*Instructions to follow*.
Go through the material under this sentence. Return every line holding "building".
****************************************
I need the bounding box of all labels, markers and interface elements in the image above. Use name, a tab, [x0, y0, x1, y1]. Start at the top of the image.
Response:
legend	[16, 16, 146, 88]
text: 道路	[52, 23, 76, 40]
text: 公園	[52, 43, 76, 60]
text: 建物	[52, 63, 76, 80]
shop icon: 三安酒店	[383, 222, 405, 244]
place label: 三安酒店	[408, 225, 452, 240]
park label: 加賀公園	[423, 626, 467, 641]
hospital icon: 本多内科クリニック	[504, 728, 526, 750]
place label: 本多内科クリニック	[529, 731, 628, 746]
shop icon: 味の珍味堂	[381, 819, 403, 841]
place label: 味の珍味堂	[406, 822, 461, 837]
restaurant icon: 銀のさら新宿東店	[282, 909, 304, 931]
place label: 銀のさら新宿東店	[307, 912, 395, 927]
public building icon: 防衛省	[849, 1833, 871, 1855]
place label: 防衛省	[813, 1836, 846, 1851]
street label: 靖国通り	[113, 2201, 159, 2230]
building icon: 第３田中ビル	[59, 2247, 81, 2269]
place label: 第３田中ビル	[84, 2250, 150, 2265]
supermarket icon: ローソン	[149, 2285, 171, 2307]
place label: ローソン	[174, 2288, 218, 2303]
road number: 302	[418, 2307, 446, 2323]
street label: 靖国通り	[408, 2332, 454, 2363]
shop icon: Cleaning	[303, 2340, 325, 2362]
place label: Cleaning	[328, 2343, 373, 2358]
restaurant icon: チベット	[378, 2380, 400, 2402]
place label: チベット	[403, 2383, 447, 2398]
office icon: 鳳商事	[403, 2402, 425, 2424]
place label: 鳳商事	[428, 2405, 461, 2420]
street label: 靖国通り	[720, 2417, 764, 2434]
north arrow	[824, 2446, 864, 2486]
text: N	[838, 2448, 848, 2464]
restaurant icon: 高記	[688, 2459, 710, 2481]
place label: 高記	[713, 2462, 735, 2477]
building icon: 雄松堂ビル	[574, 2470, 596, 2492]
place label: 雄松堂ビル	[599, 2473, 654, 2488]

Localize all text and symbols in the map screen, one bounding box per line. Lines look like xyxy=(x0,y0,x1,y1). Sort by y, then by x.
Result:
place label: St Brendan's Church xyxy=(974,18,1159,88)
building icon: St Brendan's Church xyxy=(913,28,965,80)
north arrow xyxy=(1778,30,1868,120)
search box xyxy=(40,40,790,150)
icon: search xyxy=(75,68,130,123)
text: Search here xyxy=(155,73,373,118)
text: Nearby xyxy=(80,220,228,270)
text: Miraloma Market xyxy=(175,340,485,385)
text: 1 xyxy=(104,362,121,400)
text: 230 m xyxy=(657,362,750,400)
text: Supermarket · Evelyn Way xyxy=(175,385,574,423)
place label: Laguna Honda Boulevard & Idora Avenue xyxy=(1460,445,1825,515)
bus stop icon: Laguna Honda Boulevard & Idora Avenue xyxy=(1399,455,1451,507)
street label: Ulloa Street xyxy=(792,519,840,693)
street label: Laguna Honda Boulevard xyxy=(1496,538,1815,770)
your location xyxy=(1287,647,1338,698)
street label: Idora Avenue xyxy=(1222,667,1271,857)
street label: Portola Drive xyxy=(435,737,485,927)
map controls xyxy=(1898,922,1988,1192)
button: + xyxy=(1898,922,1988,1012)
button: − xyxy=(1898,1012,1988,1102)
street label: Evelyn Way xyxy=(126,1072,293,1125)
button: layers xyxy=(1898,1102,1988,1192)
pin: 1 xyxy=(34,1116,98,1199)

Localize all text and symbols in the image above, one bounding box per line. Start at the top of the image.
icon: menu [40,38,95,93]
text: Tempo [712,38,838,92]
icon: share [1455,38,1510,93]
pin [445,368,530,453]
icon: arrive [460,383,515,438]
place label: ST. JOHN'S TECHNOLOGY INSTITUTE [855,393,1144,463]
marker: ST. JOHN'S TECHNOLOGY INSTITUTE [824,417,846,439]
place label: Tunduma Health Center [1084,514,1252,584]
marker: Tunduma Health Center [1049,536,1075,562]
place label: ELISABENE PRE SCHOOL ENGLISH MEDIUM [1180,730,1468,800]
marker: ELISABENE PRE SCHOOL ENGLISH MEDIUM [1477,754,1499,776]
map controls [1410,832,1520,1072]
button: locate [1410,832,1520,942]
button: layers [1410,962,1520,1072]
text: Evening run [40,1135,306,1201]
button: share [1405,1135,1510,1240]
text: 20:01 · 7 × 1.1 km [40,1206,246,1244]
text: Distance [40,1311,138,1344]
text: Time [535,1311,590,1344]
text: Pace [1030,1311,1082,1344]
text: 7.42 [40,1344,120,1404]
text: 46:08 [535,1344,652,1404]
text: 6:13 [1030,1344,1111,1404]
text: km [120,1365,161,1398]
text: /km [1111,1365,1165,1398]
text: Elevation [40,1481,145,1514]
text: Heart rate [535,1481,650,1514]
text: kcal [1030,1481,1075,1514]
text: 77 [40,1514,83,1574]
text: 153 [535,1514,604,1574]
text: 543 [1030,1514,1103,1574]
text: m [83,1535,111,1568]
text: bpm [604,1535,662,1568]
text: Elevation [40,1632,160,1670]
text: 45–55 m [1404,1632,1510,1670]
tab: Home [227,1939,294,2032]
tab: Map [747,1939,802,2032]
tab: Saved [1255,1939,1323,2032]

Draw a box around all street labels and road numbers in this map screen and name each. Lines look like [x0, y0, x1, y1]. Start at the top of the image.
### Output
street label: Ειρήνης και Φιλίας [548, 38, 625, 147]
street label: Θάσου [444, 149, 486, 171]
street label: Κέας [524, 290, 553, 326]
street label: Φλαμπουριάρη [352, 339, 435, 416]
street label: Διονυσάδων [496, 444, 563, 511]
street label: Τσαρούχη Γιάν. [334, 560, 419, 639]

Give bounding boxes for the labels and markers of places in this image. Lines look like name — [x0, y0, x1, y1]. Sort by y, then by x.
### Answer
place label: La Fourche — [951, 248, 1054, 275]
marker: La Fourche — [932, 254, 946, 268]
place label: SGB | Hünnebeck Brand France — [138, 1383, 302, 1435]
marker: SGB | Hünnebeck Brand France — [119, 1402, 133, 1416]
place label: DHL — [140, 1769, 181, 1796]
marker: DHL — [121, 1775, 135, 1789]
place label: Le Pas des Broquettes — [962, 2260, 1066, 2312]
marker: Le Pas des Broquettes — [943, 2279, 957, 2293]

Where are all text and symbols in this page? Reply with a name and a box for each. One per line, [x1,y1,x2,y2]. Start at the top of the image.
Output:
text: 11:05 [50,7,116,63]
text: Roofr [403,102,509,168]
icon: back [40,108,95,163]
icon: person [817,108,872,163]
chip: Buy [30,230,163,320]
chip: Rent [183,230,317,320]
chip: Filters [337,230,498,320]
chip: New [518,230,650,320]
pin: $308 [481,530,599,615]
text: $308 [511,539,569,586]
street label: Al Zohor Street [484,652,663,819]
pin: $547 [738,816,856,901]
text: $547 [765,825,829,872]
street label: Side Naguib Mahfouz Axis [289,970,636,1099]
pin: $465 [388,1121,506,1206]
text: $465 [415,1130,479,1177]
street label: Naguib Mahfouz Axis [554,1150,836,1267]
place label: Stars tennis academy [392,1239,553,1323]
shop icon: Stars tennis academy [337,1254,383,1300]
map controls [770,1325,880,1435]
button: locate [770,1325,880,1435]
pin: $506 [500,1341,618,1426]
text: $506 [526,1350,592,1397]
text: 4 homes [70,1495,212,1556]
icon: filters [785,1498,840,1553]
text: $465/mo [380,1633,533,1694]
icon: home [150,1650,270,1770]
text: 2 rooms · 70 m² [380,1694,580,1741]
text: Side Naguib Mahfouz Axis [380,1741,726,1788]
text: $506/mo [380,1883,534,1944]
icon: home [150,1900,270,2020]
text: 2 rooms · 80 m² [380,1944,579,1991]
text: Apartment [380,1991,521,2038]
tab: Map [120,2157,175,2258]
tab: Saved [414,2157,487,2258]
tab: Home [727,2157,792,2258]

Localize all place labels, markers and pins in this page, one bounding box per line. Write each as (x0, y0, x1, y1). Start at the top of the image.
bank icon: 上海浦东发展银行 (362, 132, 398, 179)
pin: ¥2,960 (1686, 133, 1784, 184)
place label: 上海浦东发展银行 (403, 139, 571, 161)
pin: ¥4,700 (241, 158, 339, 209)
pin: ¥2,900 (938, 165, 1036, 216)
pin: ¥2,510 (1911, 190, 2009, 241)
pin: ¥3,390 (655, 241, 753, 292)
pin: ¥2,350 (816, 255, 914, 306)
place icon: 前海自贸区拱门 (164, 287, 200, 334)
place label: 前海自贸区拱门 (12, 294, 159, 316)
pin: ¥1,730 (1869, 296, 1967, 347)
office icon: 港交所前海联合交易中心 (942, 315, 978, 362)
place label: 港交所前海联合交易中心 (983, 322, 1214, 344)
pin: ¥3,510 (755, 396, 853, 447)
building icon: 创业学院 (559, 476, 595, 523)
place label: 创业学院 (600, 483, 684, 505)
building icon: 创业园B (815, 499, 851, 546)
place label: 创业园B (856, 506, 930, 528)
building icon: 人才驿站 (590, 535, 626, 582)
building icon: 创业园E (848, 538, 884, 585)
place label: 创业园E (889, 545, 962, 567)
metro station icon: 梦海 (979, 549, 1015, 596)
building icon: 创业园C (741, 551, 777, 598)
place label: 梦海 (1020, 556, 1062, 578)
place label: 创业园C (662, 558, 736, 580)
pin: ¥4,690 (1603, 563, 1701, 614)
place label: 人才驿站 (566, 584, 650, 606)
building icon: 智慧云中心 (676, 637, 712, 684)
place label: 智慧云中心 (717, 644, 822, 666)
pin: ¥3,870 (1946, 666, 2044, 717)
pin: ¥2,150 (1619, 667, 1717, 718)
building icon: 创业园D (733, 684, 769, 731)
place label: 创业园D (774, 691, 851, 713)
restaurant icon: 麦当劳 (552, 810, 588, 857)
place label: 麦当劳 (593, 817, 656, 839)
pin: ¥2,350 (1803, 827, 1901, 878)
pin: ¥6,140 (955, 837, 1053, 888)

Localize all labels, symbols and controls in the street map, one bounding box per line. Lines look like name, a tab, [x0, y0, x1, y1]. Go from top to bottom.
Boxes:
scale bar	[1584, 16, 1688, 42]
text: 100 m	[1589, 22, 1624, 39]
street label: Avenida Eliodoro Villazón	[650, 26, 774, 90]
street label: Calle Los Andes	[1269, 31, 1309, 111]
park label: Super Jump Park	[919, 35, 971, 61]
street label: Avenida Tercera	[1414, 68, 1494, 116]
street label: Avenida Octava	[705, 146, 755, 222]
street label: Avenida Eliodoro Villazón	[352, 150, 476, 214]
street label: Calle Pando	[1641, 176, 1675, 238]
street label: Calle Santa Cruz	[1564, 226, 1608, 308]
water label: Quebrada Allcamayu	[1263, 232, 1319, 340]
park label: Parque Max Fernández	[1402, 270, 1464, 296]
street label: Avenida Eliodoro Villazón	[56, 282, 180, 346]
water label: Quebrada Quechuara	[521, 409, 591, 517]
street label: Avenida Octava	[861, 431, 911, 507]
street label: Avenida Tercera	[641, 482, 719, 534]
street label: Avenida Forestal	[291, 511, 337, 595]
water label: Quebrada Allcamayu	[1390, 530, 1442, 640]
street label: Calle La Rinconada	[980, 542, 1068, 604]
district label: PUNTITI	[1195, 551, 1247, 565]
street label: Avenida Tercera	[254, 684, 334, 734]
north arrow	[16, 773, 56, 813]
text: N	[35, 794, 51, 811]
****************************************
*Exercise output*.
public building icon: 防衛省	[849, 1833, 871, 1855]
building icon: 第３田中ビル	[59, 2247, 81, 2269]
building icon: 雄松堂ビル	[574, 2470, 596, 2492]
building icon: St Brendan's Church xyxy=(913,28,965,80)
building icon: 创业学院 (559, 476, 595, 523)
building icon: 创业园B (815, 499, 851, 546)
building icon: 人才驿站 (590, 535, 626, 582)
building icon: 创业园E (848, 538, 884, 585)
building icon: 创业园C (741, 551, 777, 598)
building icon: 智慧云中心 (676, 637, 712, 684)
building icon: 创业园D (733, 684, 769, 731)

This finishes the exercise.